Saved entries
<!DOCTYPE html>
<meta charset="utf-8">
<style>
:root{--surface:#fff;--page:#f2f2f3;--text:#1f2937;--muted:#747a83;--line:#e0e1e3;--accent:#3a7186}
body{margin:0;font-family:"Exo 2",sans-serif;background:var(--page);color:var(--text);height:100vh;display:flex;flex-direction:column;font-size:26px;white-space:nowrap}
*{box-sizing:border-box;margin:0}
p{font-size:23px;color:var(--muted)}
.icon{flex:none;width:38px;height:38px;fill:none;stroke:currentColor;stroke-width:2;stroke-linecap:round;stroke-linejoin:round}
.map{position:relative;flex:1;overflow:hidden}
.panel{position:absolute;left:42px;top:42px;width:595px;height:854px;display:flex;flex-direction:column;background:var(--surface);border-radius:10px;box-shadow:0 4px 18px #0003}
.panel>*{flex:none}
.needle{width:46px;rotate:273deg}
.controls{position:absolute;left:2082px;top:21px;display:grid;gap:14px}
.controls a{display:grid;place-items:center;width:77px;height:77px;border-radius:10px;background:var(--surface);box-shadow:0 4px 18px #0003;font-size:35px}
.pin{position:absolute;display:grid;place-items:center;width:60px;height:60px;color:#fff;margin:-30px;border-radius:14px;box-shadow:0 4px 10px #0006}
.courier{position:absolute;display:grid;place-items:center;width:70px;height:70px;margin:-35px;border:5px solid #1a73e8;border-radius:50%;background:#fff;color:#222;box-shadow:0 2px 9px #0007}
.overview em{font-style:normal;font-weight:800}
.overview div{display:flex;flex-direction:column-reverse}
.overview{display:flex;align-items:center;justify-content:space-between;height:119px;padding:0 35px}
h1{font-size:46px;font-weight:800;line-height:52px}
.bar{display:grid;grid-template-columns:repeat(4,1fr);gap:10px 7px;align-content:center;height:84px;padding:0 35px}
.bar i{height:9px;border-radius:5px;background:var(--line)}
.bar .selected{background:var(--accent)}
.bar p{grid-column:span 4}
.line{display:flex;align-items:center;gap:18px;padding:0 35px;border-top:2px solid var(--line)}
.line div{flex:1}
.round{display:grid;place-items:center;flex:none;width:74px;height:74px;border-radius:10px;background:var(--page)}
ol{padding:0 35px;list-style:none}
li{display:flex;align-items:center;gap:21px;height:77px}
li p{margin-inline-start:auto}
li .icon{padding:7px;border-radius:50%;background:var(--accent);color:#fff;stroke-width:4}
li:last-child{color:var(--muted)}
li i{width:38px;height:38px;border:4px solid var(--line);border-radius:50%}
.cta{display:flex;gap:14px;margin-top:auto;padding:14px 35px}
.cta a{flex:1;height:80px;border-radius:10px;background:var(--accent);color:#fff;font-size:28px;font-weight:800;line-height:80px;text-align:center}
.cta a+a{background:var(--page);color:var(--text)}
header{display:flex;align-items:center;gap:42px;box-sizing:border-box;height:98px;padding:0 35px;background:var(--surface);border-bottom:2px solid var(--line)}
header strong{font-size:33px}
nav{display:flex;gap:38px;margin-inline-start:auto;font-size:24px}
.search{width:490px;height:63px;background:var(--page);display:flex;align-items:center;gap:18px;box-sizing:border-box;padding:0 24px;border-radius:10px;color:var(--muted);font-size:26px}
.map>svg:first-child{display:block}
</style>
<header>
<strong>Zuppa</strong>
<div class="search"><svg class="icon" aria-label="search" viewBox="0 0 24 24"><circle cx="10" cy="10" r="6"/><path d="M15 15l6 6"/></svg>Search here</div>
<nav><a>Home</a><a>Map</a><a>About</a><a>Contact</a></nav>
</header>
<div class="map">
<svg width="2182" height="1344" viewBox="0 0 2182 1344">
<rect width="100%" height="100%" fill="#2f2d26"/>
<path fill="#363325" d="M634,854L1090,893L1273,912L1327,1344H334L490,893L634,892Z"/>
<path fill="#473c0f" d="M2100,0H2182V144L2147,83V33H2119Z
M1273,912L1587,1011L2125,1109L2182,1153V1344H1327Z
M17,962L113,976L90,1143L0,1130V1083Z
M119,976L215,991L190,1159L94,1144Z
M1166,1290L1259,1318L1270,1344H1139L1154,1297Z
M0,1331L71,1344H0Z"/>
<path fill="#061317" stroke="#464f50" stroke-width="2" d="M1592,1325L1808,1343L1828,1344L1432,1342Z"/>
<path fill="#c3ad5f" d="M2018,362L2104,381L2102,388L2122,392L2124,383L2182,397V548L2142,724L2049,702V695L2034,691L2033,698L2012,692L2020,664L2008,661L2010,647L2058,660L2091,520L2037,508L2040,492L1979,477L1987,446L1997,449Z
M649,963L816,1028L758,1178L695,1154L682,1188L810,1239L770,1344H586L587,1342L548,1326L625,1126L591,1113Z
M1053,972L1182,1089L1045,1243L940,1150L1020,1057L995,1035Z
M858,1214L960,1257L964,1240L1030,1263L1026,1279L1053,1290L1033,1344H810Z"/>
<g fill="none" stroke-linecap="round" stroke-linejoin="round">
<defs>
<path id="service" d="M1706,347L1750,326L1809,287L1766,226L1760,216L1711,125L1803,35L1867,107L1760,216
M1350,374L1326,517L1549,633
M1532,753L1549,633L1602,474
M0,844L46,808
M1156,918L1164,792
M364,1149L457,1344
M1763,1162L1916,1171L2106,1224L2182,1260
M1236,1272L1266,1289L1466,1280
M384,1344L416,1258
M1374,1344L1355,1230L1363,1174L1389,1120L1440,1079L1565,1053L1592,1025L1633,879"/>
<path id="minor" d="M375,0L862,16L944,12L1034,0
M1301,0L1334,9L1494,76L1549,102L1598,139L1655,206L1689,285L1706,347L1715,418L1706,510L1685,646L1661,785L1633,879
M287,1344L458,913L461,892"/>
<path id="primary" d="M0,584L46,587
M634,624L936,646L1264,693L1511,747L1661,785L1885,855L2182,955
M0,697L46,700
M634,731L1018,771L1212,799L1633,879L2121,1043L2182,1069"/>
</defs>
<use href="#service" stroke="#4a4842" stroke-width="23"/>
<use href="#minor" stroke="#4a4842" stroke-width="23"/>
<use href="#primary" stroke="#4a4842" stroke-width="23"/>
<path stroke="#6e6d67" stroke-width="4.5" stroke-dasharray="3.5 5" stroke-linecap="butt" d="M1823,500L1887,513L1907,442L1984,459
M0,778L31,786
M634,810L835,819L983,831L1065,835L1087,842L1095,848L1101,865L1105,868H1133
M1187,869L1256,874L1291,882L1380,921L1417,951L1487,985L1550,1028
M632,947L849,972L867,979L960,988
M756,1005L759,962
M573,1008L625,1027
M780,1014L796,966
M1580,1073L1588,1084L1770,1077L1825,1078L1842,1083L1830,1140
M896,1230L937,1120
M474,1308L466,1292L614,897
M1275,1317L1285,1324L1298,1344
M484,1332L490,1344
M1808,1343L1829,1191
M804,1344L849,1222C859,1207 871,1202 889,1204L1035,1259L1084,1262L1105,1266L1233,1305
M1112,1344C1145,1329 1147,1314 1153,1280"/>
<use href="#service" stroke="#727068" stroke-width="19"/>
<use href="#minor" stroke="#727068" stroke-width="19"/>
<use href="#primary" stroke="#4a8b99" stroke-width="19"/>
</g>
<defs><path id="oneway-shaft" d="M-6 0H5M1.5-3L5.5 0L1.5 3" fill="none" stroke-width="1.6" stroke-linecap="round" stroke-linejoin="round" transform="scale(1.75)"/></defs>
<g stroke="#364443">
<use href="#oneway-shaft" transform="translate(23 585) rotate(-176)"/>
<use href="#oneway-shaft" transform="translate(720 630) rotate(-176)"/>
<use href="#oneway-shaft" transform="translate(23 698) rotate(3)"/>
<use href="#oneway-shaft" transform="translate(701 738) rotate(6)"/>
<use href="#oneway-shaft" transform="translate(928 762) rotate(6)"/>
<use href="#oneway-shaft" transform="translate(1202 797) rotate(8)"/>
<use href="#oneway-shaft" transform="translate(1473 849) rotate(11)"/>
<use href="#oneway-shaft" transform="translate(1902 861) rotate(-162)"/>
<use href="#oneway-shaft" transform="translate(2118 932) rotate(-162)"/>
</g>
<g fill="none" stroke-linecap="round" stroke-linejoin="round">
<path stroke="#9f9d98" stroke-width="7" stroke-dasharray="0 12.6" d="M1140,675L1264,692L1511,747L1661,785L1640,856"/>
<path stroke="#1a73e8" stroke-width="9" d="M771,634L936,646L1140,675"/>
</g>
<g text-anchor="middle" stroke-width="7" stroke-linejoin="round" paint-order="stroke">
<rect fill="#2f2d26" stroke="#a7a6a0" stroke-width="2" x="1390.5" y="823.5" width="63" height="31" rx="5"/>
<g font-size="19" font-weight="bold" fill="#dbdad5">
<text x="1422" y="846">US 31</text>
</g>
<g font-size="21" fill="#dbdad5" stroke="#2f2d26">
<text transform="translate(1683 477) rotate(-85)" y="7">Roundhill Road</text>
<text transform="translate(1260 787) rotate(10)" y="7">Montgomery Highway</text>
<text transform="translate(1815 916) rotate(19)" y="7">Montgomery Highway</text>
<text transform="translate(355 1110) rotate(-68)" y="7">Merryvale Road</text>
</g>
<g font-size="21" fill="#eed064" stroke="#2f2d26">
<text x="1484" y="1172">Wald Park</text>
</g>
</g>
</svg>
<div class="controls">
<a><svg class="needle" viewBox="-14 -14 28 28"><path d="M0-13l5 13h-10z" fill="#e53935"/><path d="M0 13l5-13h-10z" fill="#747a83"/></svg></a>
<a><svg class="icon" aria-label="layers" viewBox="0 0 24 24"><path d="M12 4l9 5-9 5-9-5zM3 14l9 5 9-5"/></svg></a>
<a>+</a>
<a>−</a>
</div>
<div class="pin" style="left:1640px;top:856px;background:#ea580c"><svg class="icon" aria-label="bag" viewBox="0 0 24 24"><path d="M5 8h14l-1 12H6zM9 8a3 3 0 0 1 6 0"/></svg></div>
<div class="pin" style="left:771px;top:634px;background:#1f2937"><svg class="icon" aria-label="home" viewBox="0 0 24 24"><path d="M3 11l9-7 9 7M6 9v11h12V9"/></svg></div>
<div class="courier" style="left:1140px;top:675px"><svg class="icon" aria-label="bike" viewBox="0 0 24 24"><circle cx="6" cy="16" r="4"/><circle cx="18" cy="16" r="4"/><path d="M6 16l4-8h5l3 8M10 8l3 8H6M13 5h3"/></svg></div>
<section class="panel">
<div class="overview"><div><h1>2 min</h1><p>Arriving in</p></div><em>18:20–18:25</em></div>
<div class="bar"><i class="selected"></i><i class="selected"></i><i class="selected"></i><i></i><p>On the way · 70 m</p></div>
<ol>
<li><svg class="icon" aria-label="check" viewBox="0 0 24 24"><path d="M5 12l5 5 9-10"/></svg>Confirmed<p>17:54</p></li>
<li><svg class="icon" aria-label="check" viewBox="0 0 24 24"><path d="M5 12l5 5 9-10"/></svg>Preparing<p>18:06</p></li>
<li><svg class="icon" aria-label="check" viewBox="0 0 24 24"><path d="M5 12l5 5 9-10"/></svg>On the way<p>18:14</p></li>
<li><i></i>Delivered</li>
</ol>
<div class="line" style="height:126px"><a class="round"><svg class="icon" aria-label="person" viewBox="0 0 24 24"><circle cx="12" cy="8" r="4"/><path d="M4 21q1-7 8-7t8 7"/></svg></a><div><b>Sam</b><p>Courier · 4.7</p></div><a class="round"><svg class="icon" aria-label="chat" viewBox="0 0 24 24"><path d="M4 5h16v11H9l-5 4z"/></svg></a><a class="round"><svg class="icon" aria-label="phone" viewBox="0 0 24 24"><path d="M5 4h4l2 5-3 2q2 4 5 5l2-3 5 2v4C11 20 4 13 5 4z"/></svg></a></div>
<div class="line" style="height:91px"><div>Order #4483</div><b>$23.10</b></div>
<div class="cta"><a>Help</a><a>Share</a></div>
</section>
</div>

» **Brief**
Only lines containing the word "check" should appear in the answer, and every such line from the records above must be there.

» **Reply to the task**
<li><svg class="icon" aria-label="check" viewBox="0 0 24 24"><path d="M5 12l5 5 9-10"/></svg>Confirmed<p>17:54</p></li>
<li><svg class="icon" aria-label="check" viewBox="0 0 24 24"><path d="M5 12l5 5 9-10"/></svg>Preparing<p>18:06</p></li>
<li><svg class="icon" aria-label="check" viewBox="0 0 24 24"><path d="M5 12l5 5 9-10"/></svg>On the way<p>18:14</p></li>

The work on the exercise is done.